The survey analysis document is 24-pages. In the interest of your time, we pulled what we felt are the top 10 most interesting survey findings. You’ll also find the survey’s Executive Summary, pulled straight from the source at the end of our top 10 list.
- 82 percent of hospital-respondents surveyed said they had experienced a significant security incident in the last 12 months.
- 56 percent of respondents noted “bad actors” were the sources responsible for their security incidents. This was classified as phishing, spear phishing, whaling, business email compromise, hackers, social engineers, etc.
- 31 percent of security incidents were attributed to negligent insiders – well-meaning but negligent individuals with trusted access who may facilitate or cause a data breach or other cyber incident.
- Email was cited as the most common initial point of compromise for significant security incidents (59 percent).
- 38 percent of respondents indicated their cybersecurity budgets increased by 5 percent or more.
- Security Risk Analyses are being conducted at nearly every healthcare organization, but follow through and remediation actions leave something to be desired.
- Only 46 percent of organizations conducted a penetration test after their Security Risk Analysis.
- The idea of “too many emerging and new threats” is the greatest identified barrier for remediation and mitigation of security incidents.
- 70 percent of hospitals have an identifiable “click rate” on phishing tests. 45 percent of these organizations have a click rate of less than 10 percent on their phishing tests.
- The top three sources cited where respondents get their Cyber Threat Intelligence are peers / word of mouth (68%), US CERT alerts and bulletins (60%), and HIMSS sources (53%).
EXECUTIVE SUMMARY FROM HIMSS (directly from the report)
The 2019 HIMSS Cybersecurity Survey provides insight into the information security experiences and practices of US healthcare organizations in light of increasing cyber-attacks and compromises. Reflecting the feedback from 166 US based health information security professionals, the findings of this study distill as follows:
- A pattern of cybersecurity threats and experiences is discernable across US healthcare organizations
- Significant security incidents are a near universal experience in US healthcare organizations with many of the incidents initiated by bad actors, leveraging e-mail as a means to compromise the integrity of their targets.
- Many positive advances are occurring in healthcare cybersecurity practices
- Healthcare organizations appear to be allocating more of their information technology (“IT”) budgets to cybersecurity.
- Complacency with cybersecurity practices can put cybersecurity programs at risk
- There are certain responses that are not necessarily “bad” cybersecurity practices, but may be an “early warning signal” about potential complacency seeping into the organization’s information security practices.
- Notable cybersecurity gaps exist in key areas of the healthcare ecosystem
- The lack of phishing tests in certain organizations and the pervasiveness of legacy systems raise grave concerns regarding the vulnerability of the healthcare ecosystem.

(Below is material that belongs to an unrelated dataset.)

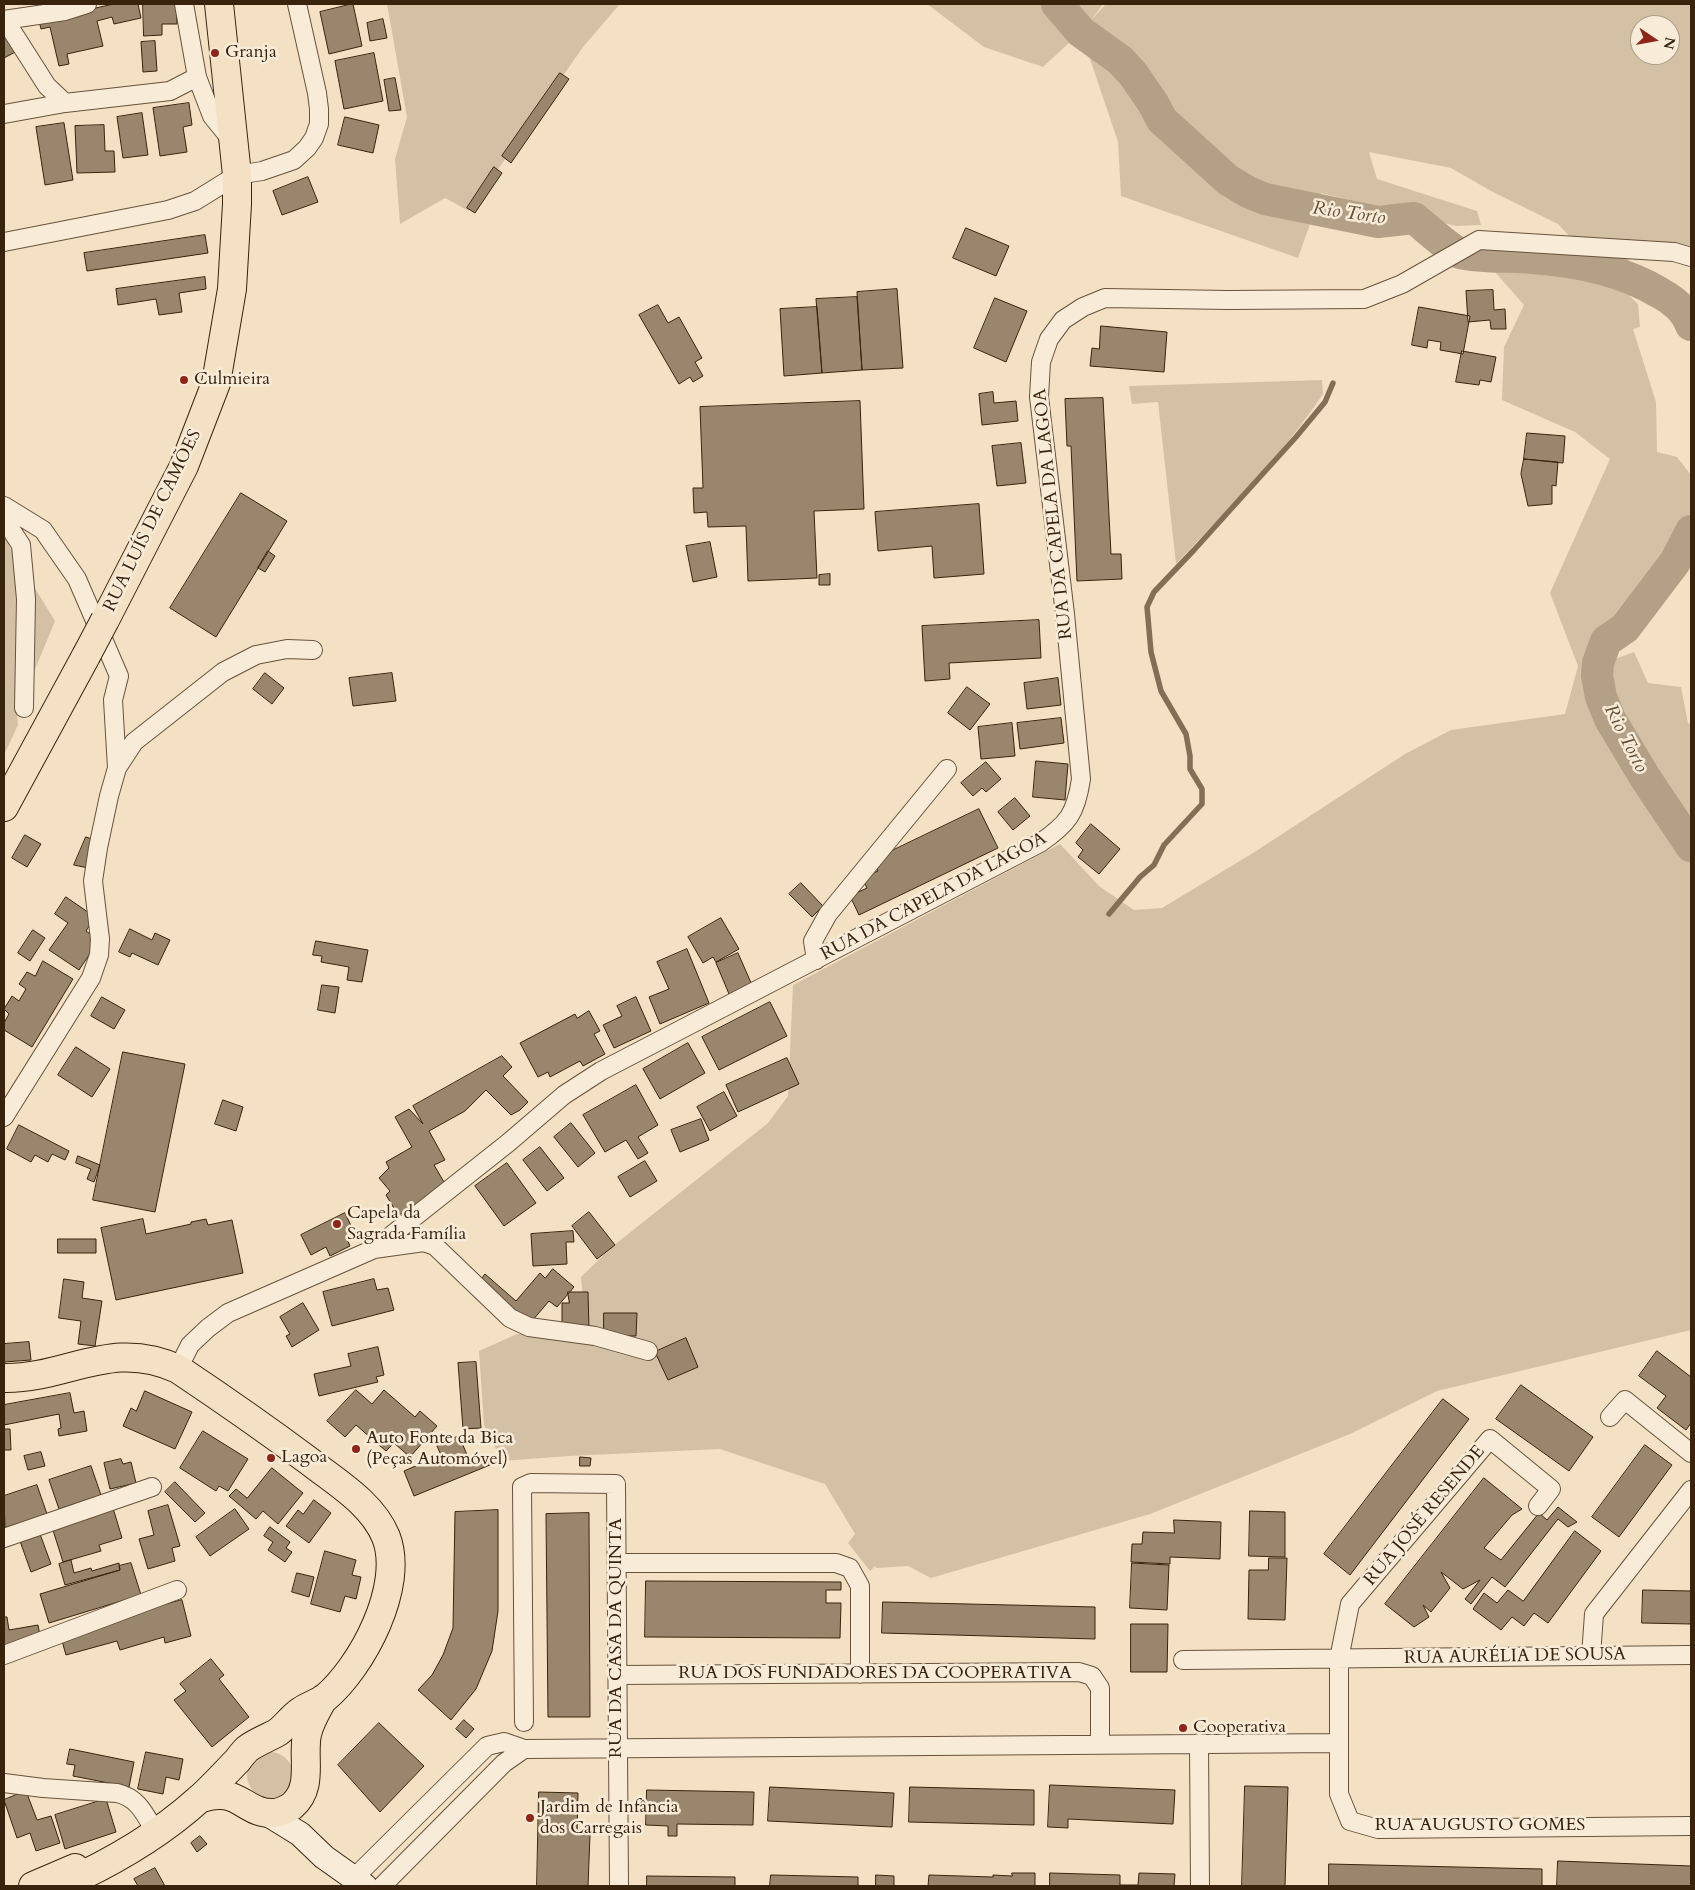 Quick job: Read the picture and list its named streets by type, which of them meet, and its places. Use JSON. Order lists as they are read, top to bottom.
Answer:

Cybersecurity awareness has come a long way even in the last year. Organizations are better understanding the implications of security risks and are better equipping themselves and their staff to be prepared for relevant threats.
Though organizations are more prepared, hackers are getting more sophisticated with their attacks. Security Risk Analysis can help your organization stay on the leading edge of protecting your data, users, and patients.